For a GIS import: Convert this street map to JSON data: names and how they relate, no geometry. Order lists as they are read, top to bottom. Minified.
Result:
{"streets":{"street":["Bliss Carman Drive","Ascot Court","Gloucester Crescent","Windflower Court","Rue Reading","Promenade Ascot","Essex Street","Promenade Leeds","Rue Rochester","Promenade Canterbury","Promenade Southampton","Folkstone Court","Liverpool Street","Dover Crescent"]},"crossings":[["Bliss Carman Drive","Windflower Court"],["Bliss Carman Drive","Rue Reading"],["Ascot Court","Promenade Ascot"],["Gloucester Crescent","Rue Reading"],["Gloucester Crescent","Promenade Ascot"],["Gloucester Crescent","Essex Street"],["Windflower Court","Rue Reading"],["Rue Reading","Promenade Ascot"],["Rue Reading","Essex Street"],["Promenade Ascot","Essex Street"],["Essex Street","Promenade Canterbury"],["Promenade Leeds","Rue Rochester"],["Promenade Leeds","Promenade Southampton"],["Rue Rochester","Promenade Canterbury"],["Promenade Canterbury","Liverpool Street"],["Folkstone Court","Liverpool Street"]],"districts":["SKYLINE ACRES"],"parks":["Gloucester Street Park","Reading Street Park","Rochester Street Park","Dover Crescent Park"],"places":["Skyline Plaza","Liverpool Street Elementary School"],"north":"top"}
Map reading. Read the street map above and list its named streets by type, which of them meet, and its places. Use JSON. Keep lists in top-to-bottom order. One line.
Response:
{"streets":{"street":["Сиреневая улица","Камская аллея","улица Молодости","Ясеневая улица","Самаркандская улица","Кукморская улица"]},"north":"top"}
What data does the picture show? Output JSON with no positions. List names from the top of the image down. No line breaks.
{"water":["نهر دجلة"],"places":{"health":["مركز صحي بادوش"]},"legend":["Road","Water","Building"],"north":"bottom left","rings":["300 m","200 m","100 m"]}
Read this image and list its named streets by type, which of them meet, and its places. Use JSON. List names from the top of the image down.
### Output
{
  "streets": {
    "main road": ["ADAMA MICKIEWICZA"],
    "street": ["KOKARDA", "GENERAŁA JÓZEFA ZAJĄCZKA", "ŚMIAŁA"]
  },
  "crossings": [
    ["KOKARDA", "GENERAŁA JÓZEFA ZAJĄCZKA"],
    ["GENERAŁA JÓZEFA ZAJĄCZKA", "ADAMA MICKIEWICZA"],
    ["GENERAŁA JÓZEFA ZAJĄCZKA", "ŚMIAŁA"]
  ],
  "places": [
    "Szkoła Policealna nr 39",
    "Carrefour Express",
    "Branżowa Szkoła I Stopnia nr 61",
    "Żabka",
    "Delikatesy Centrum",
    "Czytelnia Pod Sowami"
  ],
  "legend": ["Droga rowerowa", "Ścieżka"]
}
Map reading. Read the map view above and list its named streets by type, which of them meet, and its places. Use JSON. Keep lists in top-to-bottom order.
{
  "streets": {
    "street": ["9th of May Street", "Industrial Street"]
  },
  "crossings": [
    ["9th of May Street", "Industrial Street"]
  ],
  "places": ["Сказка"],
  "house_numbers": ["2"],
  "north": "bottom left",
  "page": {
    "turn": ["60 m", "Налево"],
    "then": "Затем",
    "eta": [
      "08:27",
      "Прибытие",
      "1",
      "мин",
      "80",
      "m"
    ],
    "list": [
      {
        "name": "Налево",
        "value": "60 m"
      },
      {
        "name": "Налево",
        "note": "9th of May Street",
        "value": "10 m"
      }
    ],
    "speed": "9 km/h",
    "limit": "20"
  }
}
________________________
- _DESCRIPTION OF THE TASK_
Starting at the first line and ending at the last, retype the entries above.

- _ANSWER SPACE_
For a GIS import: Convert this street map to JSON data: names and how they relate, no geometry. Order lists as they are read, top to bottom. Minified.
Result:
{"streets":{"street":["Bliss Carman Drive","Ascot Court","Gloucester Crescent","Windflower Court","Rue Reading","Promenade Ascot","Essex Street","Promenade Leeds","Rue Rochester","Promenade Canterbury","Promenade Southampton","Folkstone Court","Liverpool Street","Dover Crescent"]},"crossings":[["Bliss Carman Drive","Windflower Court"],["Bliss Carman Drive","Rue Reading"],["Ascot Court","Promenade Ascot"],["Gloucester Crescent","Rue Reading"],["Gloucester Crescent","Promenade Ascot"],["Gloucester Crescent","Essex Street"],["Windflower Court","Rue Reading"],["Rue Reading","Promenade Ascot"],["Rue Reading","Essex Street"],["Promenade Ascot","Essex Street"],["Essex Street","Promenade Canterbury"],["Promenade Leeds","Rue Rochester"],["Promenade Leeds","Promenade Southampton"],["Rue Rochester","Promenade Canterbury"],["Promenade Canterbury","Liverpool Street"],["Folkstone Court","Liverpool Street"]],"districts":["SKYLINE ACRES"],"parks":["Gloucester Street Park","Reading Street Park","Rochester Street Park","Dover Crescent Park"],"places":["Skyline Plaza","Liverpool Street Elementary School"],"north":"top"}
Map reading. Read the street map above and list its named streets by type, which of them meet, and its places. Use JSON. Keep lists in top-to-bottom order. One line.
Response:
{"streets":{"street":["Сиреневая улица","Камская аллея","улица Молодости","Ясеневая улица","Самаркандская улица","Кукморская улица"]},"north":"top"}
What data does the picture show? Output JSON with no positions. List names from the top of the image down. No line breaks.
{"water":["نهر دجلة"],"places":{"health":["مركز صحي بادوش"]},"legend":["Road","Water","Building"],"north":"bottom left","rings":["300 m","200 m","100 m"]}
Read this image and list its named streets by type, which of them meet, and its places. Use JSON. List names from the top of the image down.
### Output
{
  "streets": {
    "main road": ["ADAMA MICKIEWICZA"],
    "street": ["KOKARDA", "GENERAŁA JÓZEFA ZAJĄCZKA", "ŚMIAŁA"]
  },
  "crossings": [
    ["KOKARDA", "GENERAŁA JÓZEFA ZAJĄCZKA"],
    ["GENERAŁA JÓZEFA ZAJĄCZKA", "ADAMA MICKIEWICZA"],
    ["GENERAŁA JÓZEFA ZAJĄCZKA", "ŚMIAŁA"]
  ],
  "places": [
    "Szkoła Policealna nr 39",
    "Carrefour Express",
    "Branżowa Szkoła I Stopnia nr 61",
    "Żabka",
    "Delikatesy Centrum",
    "Czytelnia Pod Sowami"
  ],
  "legend": ["Droga rowerowa", "Ścieżka"]
}
Map reading. Read the map view above and list its named streets by type, which of them meet, and its places. Use JSON. Keep lists in top-to-bottom order.
{
  "streets": {
    "street": ["9th of May Street", "Industrial Street"]
  },
  "crossings": [
    ["9th of May Street", "Industrial Street"]
  ],
  "places": ["Сказка"],
  "house_numbers": ["2"],
  "north": "bottom left",
  "page": {
    "turn": ["60 m", "Налево"],
    "then": "Затем",
    "eta": [
      "08:27",
      "Прибытие",
      "1",
      "мин",
      "80",
      "m"
    ],
    "list": [
      {
        "name": "Налево",
        "value": "60 m"
      },
      {
        "name": "Налево",
        "note": "9th of May Street",
        "value": "10 m"
      }
    ],
    "speed": "9 km/h",
    "limit": "20"
  }
}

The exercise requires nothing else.